Chaining iOS Machine Learning, Computer Vision, and Augmented Reality to Make the Magical Real
Etsy recently released a feature in our buyer-facing iOS app that allows users to visualize wall art within their environments. Getting the context of a personal piece of art within your space can be a meaningful way to determine whether the artwork will look just as good in your room as it does on your screen. The new feature uses augmented reality to bridge that gap, meshing the virtual and real worlds. Read on to learn how we made this possible using aspects of machine learning and computer vision to present the best version of Etsy sellers’ artwork in augmented reality. It didn’t even require a PhD.-level education or an expensive 3rd party vendor – we did it all with tools provided by iOS.
Building a Chain
Using Computers to See
Early in 2019, I put together a quick proof of concept that allowed for wall art to be displayed on a vertical plane, which required a standalone image of the artwork filling the entire image. Oftentimes, though, Etsy sellers upload images that show their item in context, like on a living room wall, to show scale. This complicates the process because these listing images can’t be placed onto vertical planes in augmented reality as-is; they need to be reformatted and cropped.
Two engineers, Chris Morris and Jake Kirshner developed a solution that used computer vision to find a rectangle within an image, perhaps a frame, and crop the image for use. Using the Vision framework in iOS, they were able to pull out the artwork we needed to place in 3D space. We found that trying to detect only one rectangle, as opposed to all, created performance wins and gave us the shape with greatest confidence by the system. Afterwards, we used Core Image in order to crop the image, adjusting for any perspective skew that might be present. Apple has an example using a frame buffer but can be applied to any UIImage.
To Crop or Not to Crop
As I mentioned before, some Etsy sellers upload their artwork as standalone images, while others depict their artwork in different environments. We wanted to present the former as-is, and we needed to crop the latter, but we had no way to automatically categorize the more than 5 million artwork listings available on our marketplace.
To solve this, we used on-device machine learning provided by Core ML. The team sifted through more than 1,200 listings and sorted the images by those that should be cropped and those that should not be cropped.
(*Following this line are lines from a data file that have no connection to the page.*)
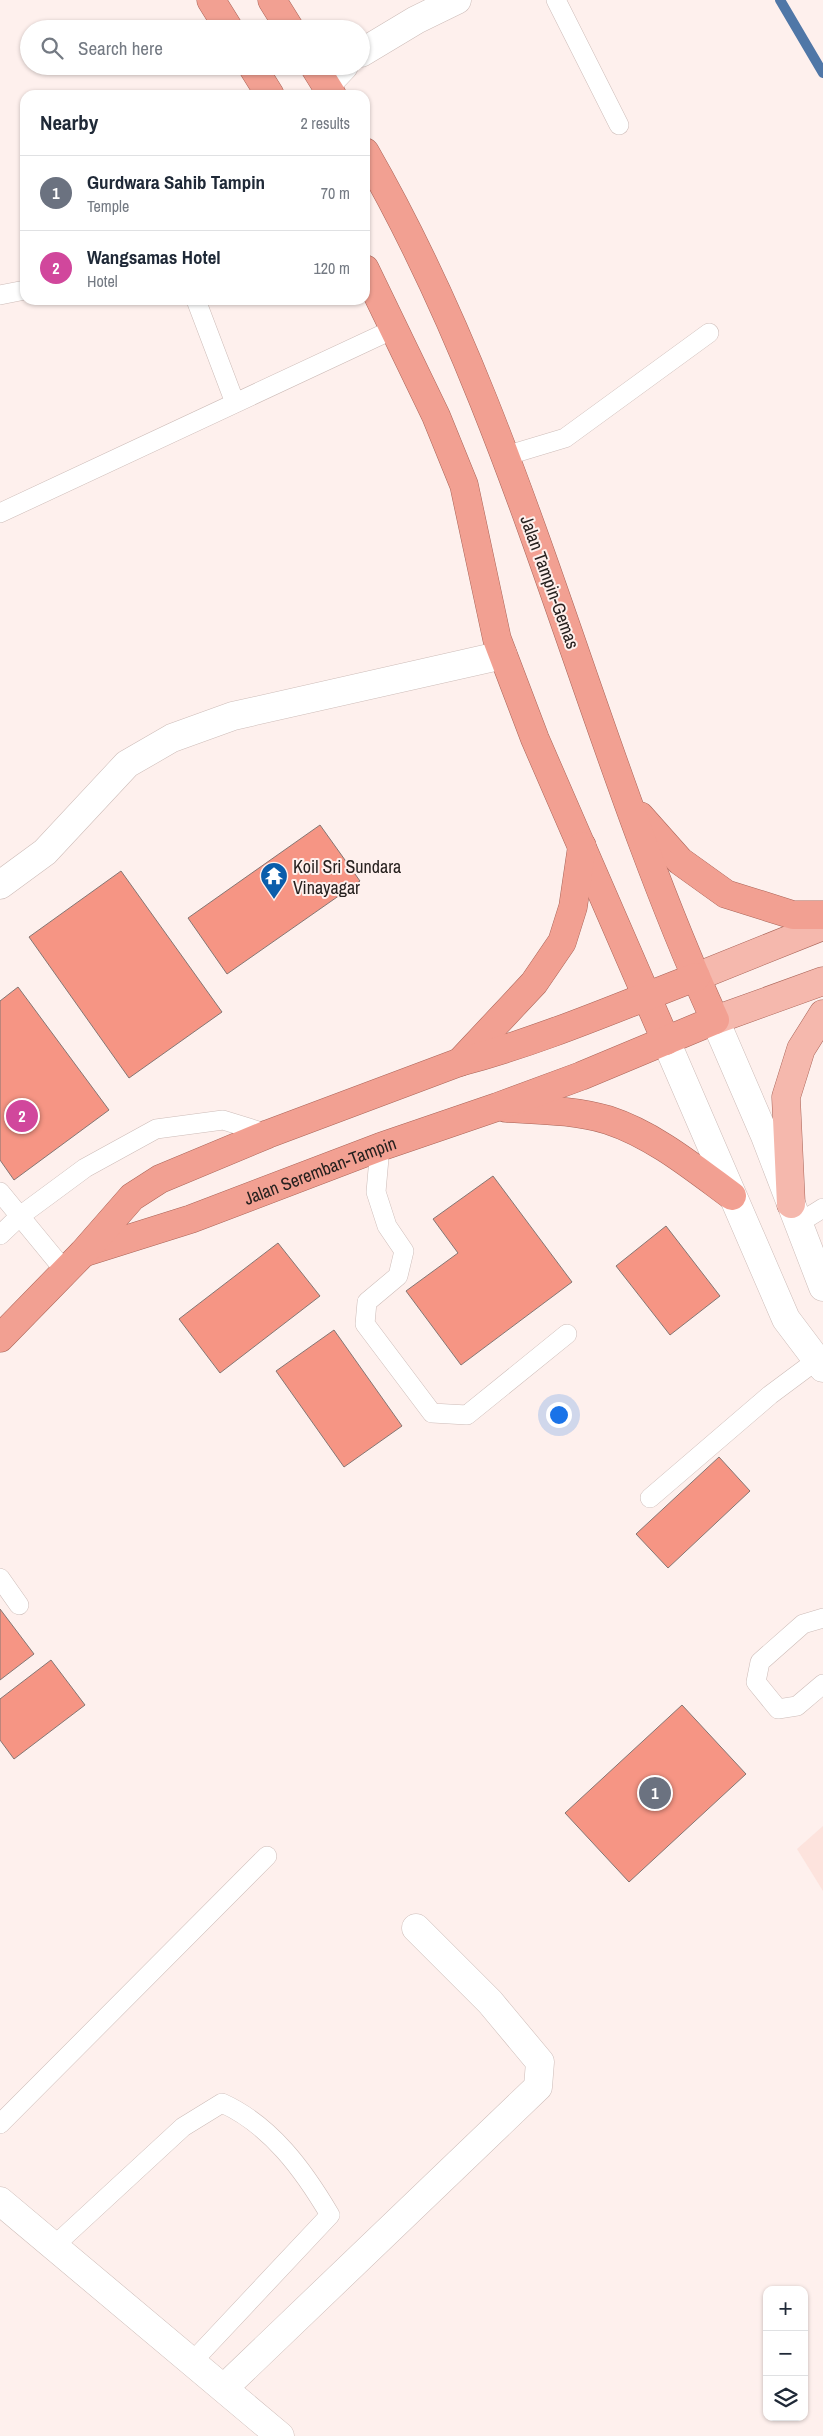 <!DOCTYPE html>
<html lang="en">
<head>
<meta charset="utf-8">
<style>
  :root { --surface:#fff; --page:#f6f6f7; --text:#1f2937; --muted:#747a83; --line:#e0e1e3; --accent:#0f766e }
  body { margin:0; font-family:"Archivo Narrow",sans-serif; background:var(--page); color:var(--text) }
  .controls { position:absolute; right:15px; bottom:15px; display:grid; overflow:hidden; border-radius:10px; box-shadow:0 1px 4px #0004 }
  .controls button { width:45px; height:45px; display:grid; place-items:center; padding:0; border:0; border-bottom:1px solid var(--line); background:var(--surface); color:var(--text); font:25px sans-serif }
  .you { position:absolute; left:558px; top:1414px; width:18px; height:18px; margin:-12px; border:4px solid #fff; border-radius:50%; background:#1a73e8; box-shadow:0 0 0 8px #1a73e833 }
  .badge { display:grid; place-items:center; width:32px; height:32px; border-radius:50%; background:var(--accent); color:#fff; font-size:16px; font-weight:700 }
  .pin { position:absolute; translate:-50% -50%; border:2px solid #fff; box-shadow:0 1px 5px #0006 }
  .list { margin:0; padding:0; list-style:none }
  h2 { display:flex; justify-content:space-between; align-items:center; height:65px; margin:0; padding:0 20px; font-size:21px }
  h2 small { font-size:16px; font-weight:400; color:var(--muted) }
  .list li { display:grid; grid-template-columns:32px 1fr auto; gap:15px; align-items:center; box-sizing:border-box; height:75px; padding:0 20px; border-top:1px solid var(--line) }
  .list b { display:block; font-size:19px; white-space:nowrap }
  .list p { margin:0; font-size:16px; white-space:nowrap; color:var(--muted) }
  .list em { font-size:16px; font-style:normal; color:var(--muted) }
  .icon { flex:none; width:28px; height:28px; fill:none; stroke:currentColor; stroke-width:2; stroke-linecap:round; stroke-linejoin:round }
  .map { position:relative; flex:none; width:823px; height:2436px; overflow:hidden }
  .search { position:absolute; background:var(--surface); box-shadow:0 1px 4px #0004; left:20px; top:20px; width:350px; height:55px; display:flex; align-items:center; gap:12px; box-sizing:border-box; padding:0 18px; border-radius:28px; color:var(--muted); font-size:19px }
  .panel { position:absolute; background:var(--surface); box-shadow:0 1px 4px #0004; left:20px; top:90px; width:350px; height:215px; border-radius:15px }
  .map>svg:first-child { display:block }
  .built { fill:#fde3dd }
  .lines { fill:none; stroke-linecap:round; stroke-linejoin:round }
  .stream { stroke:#5077a7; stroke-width:10 }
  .building { fill:#f69584; stroke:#857673 }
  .service-casing { stroke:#cdbcb8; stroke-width:20 }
  .minor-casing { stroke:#cdbcb8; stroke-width:29 }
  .tertiary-casing { stroke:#cdbcb8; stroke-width:29 }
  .primary-casing { stroke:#a96458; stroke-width:29 }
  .trunk-casing { stroke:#a96458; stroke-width:29 }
  .service { stroke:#fff; stroke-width:19 }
  .minor { stroke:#fff; stroke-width:28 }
  .tertiary { stroke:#fff; stroke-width:28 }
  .primary { stroke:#f5b8ad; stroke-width:28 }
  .trunk { stroke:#f2a092; stroke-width:28 }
  .labels { text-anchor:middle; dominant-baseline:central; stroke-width:4; stroke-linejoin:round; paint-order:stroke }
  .street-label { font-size:18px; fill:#27211f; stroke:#fef0ed }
  .poi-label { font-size:18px; fill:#27211f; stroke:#fef0ed; text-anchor:start }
</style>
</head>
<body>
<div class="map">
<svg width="823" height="2436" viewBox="0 0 823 2436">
  <rect width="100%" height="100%" fill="#fef0ed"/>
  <path class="built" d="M 823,1826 L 823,1891 L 797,1849 Z"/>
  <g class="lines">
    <path class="stream" d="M 780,0 L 823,73"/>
  </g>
  <path class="building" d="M 320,825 L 360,881 L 227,974 L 188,918 Z
    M 121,871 L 222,1012 L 129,1078 L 29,937 Z
    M 18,987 L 109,1110 L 14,1180 L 0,1160 L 0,1001 Z
    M 493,1176 L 572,1282 L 461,1365 L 406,1291 L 458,1253 L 433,1219 Z
    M 666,1226 L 720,1296 L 670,1335 L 616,1266 Z
    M 278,1243 L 320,1296 L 220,1373 L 179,1319 Z
    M 334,1330 L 402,1426 L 344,1467 L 276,1371 Z
    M 719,1457 L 750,1491 L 668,1568 L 636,1534 Z
    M 0,1609 L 34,1654 L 0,1680 Z
    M 51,1660 L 85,1705 L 14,1759 L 0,1740 L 0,1699 Z
    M 682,1705 L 746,1774 L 629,1882 L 565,1813 Z"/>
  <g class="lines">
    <defs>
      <path id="service" d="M 556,0 L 619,125
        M 0,295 L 25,290
        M 196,300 L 235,403
        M 505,456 L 565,438 L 709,333
        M 0,513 L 396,328
        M 380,1147 L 376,1192 L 387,1226 L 404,1251 L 398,1276 L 367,1302 L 365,1324 L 432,1413 L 467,1415 L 567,1334
        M 0,1192 L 65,1271
        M 799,1223 L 823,1208
        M 0,1235 L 20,1216 L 85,1168 L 156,1129 L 223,1120 L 268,1134
        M 650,1498 L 770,1395 L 817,1360
        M 0,1578 L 19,1605
        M 823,1618 L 803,1624 L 760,1662 L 756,1682 L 778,1709 L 797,1706 L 823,1684
        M 0,2124 L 267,1856
        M 54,2246 L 183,2127 L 222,2103 C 271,2125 304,2171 330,2215 L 192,2362"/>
      <path id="minor" d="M 361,53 L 416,20 L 457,0
        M 326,85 L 344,66
        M 0,885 L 45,852 L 127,764 L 172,738 L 233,716 L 503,655
        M 0,2201 L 280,2436
        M 224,2388 L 538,2087 L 540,2062 L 490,2002 L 416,1928"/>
      <path id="tertiary" d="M 715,1020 L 765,1136 L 823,1287
        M 666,1041 L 786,1319 L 823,1368"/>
      <path id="primary" d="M 696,977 L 823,926
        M 715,1020 L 823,981
        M 791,1204 L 786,1097 L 801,1049 L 823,1014"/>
      <g id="trunk">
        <path d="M 211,0 L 229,29"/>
        <path d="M 272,0 L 290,29"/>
        <path d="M 252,66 L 270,95"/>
        <path d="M 314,66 L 332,95"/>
        <path d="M 365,269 L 436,416 L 464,485 L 497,639 L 535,739 L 666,1041"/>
        <path d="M 640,816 L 680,861 L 726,894 L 793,915 L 823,915"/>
        <path d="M 460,1062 L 534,983 L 562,942 L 573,907 L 582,846"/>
        <path d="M 506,1108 C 540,1110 575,1110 608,1120 C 654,1135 694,1168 732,1196"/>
        <path id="s1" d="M 83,1253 L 191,1219 L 380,1147 L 497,1107 L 581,1076 L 715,1020 C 586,736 522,424 365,152"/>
        <path d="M 0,1338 L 83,1253 L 132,1197 L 160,1179 L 268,1134 L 460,1062 C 540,1041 618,1007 696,977"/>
      </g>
    </defs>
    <use href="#service" class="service-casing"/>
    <use href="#minor" class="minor-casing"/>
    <use href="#tertiary" class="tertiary-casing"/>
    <use href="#primary" class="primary-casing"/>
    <use href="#trunk" class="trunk-casing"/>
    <use href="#service" class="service"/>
    <use href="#minor" class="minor"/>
    <use href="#tertiary" class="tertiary"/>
    <use href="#primary" class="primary"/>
    <use href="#trunk" class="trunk"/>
  </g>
  <defs>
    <symbol id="temple-pin" viewBox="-11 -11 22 30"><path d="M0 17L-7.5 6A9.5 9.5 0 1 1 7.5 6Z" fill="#0a5dab" stroke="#fef0ed"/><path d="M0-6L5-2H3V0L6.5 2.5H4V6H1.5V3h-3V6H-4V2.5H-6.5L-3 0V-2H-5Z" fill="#fff"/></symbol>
  </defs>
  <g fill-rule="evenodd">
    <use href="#temple-pin" x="258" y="860" width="32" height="43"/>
  </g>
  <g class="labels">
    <g class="street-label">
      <text transform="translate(550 582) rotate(70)">Jalan Tampin-Gemas</text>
      <text stroke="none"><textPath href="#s1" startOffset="251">Jalan Seremban-Tampin</textPath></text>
    </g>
    <g class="poi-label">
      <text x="293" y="866">Koil Sri Sundara<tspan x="293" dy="21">Vinayagar</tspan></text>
    </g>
  </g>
</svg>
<div class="controls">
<button>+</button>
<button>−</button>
<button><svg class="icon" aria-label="layers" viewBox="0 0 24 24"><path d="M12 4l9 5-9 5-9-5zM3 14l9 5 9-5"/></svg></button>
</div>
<div class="you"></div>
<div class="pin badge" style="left:655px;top:1793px;background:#6b7280">1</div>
<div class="pin badge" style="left:22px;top:1116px;background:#d1479c">2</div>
<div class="search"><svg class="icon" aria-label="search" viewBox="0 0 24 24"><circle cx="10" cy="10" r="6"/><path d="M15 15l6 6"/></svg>Search here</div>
<section class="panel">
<h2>Nearby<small>2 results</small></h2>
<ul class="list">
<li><span class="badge" style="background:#6b7280">1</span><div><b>Gurdwara Sahib Tampin</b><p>Temple</p></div><em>70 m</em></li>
<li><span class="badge" style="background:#d1479c">2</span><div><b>Wangsamas Hotel</b><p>Hotel</p></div><em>120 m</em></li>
</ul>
</section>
</div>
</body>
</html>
To create the machine learning model, we first used an iOS Playground and, later, a Mac application called Create ML. The process was as easy as dropping a directory with two subdirectories filled with correct images, “no_frames” and “frames”, into the application along with a corresponding smaller set of different images used to test the resulting model. Once this model was created and verified, we used VNCoreMLRequest to check a listing’s image and determine whether we should crop it or present it as-is. This type of model is known as image classification.
We also investigated a different type of mode called object detection, which finds the existence and coordinates of a frame within an image. This technique had two downsides: training the model required laborious manual object marking for each image provided, and the resulting model, which would be included in our app bundle, would be well over 60mb vs. the 15kb model for image classification. That’s right, kilobytes.
Translating Two Dimensions to Three
Once we had the process for determining whether the image needs to be reformatted, we used a combination of iOS’ SceneKit and ARKit to place the artwork as a material on a rudimentary shape. With Apple focusing heavily on this space, we were able to find plenty of great examples and tutorials to get us started with augmented reality on iOS. We started with the easy-to-use RealityKit framework, but the iOS 13-only restriction was a blocker as we supported back to iOS 11 at the time.
The implementation in ARKit was relatively straightforward, technically, but working for the first time in 3D space vs. a flat screen, it was a challenge to develop a vocabulary and way of thinking about the physical space being altered by the virtual. It was difficult putting into words the difference between, for example, moving on a y-axis and how that differed from making the item scale in size. While this was eventually smoothed out with experience, we knew we had to keep this in mind for Etsy buyers, as augmented reality is not a common experience for most people. For example, how would we coach them through the fact that ARKit needs them to use the camera to scan the room to find the edges of the wall in order to discern the vertical plane? What makes it apparent that they can tap on screen? In order to give our users an inclination of how to use this feature successfully, our designer, Kate Matsumoto, product manager, Han Cho, and copywriter, Jed Baker, designed an onboarding flow, based on user-testing, that walks our buyers through this new experience.
Wrapping it All Up
Using machine learning to determine if we should crop an image or not, cropping it based on a strong rectangle, and presenting the artwork on a real wall was only part of the picture here. Assisted by Evan Wolf and Nook Harquail, we also dealt with complex problems including parsing item descriptions to gather dimension, raytraced hit-testing, and color averaging to make this feature feel as seamless and lifelike as possible for Etsy buyers. From here, we have plenty of ideas for continuing to improve this experience but in the meantime, I encourage you to consider the fantastic frameworks you have at your disposal, and how you can link them together to create an experience that seemed impossible just years ago.